I don't know if COMMAND.COM of Windows 95, Windows 98 and Windows Millennium supports assigning the output of a command to an environment variable at all. What is definitely supported as tested by me on a machine running Windows 98 SE is:

@echo off
set WinVer=unknown

rem Windows 95
ver | find "4.00.950" >nul
if not errorlevel 1 set WinVer=4.00.950

rem Windows 95 SR2
ver | find "4.00.1111" >nul
if not errorlevel 1 set WinVer=4.00.1111

rem Windows 98
ver | find "4.10.1998" >nul
if not errorlevel 1 set WinVer=4.10.1998

rem Windows 98 SE
ver | find "4.10.2222" >nul
if not errorlevel 1 set WinVer=4.10.2222

rem Windows Millennium
ver | find "4.90.3000" >nul
if not errorlevel 1 set WinVer=4.90.3000

echo Windows version is: %WinVer%

Perhaps better for the task is a batch file like:

@echo off
ver | find "4.00." >nul
if not errorlevel 1 goto Win95
ver | find "4.10." >nul
if not errorlevel 1 goto Win98
ver | find "4.90." >nul
if not errorlevel 1 goto WinMe

echo ERROR: Could not determine Windows version!
goto EndBatch

:Win95
echo INFO: Detected OS as Windows 95.
rem More commands to run for Windows 95.
goto EndBatch

:Win98
echo INFO: Detected OS as Windows 98.
rem More commands to run for Windows 98.
goto EndBatch

:WinMe
echo INFO: Detected OS as Windows ME.
rem More commands to run for Windows ME.
goto EndBatch

rem Commands for other versions of Windows.

:EndBatch

Please take care not using labels with more than eight characters.
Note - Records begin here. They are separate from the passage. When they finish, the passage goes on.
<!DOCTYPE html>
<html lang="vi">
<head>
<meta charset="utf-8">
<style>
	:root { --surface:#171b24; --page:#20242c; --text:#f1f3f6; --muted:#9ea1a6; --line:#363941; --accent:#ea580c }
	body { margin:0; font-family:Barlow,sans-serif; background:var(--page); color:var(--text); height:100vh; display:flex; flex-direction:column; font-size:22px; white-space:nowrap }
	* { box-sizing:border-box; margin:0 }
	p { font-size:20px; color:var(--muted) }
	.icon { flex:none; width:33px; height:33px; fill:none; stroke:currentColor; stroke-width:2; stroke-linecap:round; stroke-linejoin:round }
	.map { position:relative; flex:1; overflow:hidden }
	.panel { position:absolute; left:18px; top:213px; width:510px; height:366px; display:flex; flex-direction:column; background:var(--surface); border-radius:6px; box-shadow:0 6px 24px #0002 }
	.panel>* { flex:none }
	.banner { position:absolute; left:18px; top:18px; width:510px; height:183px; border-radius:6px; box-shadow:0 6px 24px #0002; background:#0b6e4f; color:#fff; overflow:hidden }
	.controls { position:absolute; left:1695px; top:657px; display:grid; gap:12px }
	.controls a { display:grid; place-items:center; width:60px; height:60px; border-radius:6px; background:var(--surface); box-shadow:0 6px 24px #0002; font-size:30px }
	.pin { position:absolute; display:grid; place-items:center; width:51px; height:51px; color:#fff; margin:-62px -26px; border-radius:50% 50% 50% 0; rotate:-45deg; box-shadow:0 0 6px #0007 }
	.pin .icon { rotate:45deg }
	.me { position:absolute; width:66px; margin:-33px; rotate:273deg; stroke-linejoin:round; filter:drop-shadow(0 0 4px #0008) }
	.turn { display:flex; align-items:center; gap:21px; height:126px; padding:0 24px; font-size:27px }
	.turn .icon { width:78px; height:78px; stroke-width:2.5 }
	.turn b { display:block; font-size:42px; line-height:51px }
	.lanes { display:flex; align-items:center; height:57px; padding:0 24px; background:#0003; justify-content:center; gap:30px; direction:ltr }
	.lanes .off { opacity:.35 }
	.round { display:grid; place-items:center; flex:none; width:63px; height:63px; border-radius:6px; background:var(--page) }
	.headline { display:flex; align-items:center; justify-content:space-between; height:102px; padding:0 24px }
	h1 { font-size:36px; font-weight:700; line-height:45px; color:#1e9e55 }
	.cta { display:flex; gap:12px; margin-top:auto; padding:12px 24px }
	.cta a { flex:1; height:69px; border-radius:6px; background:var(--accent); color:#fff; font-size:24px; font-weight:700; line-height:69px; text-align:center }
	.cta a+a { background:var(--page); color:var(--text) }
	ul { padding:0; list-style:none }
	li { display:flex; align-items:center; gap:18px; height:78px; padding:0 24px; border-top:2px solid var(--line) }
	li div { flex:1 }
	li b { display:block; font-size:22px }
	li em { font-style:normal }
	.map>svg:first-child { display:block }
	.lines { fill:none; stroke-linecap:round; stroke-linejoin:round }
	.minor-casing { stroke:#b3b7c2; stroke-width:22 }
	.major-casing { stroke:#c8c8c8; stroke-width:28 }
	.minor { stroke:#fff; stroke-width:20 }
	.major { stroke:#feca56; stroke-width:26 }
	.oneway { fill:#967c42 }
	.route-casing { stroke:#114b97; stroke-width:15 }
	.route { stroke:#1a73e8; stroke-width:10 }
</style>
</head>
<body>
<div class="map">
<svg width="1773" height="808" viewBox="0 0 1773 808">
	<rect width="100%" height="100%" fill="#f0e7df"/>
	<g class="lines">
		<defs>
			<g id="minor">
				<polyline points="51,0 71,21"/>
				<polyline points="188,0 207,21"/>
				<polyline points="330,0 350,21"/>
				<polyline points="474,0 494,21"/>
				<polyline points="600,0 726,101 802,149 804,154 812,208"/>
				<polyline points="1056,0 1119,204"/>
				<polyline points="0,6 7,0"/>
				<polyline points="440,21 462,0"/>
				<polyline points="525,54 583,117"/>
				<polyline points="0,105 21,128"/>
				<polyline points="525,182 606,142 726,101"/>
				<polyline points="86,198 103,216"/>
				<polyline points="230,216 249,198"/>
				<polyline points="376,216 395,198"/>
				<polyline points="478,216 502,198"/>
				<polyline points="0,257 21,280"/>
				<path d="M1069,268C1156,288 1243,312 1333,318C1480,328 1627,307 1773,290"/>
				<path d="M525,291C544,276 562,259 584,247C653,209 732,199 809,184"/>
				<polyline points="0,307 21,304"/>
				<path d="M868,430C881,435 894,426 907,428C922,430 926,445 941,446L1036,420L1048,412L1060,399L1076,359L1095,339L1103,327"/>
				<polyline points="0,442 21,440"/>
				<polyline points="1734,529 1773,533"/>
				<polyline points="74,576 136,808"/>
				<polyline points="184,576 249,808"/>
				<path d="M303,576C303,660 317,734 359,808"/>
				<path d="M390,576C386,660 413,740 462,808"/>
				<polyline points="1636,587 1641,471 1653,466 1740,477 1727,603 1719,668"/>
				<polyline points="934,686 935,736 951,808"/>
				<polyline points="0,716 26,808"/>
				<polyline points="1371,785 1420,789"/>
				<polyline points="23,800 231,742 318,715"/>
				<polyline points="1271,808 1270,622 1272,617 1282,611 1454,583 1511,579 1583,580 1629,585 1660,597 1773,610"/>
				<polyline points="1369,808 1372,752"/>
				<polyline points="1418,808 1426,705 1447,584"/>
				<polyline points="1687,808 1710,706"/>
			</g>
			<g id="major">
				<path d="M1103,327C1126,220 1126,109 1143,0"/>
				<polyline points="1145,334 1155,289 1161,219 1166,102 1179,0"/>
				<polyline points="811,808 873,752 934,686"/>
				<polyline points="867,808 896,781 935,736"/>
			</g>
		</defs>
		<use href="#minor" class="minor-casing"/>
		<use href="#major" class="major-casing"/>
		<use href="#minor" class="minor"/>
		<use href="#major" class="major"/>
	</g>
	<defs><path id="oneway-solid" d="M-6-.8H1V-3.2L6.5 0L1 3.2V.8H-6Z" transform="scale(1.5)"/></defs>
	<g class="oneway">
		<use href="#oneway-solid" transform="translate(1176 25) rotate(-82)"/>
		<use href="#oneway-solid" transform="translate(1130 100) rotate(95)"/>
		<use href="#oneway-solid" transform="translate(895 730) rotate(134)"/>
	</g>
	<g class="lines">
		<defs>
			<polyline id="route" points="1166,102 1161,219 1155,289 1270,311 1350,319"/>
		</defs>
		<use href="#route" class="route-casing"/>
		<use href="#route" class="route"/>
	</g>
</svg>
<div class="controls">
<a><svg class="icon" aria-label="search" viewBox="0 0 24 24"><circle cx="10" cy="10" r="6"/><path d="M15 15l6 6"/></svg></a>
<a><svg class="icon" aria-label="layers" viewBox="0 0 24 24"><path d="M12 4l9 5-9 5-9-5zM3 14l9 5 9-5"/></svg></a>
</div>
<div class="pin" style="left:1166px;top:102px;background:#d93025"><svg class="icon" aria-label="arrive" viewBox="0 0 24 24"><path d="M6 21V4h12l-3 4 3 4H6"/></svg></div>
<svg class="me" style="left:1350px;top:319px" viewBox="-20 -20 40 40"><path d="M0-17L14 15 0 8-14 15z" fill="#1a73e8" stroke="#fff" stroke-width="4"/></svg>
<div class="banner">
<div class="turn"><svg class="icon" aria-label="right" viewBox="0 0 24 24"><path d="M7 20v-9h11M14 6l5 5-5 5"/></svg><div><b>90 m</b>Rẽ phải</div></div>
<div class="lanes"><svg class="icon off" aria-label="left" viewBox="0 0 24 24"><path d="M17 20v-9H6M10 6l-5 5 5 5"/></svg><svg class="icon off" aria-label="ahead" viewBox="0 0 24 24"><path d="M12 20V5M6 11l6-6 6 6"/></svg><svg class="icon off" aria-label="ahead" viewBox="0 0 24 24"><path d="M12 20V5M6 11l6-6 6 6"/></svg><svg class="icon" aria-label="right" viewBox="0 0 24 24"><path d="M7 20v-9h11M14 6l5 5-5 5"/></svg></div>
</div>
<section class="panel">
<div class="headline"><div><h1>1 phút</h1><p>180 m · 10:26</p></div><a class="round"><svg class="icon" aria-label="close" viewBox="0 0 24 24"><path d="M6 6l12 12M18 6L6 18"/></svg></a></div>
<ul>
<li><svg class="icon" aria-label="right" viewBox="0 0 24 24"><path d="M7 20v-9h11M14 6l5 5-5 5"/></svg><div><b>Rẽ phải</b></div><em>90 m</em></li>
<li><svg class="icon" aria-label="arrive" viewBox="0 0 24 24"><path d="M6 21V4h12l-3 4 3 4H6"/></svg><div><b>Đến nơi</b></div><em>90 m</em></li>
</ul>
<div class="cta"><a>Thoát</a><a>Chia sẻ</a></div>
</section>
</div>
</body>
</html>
It is possible to use longer label names, but for COMMAND.COM are only the first eight characters significant, i.e. goto Windows98 would be interpreted as goto Windows9 and therefore the batch file execution would continue on the line below a label starting with Windows9.

The Windows version strings used here are taken from Wikipedia article MS-DOS.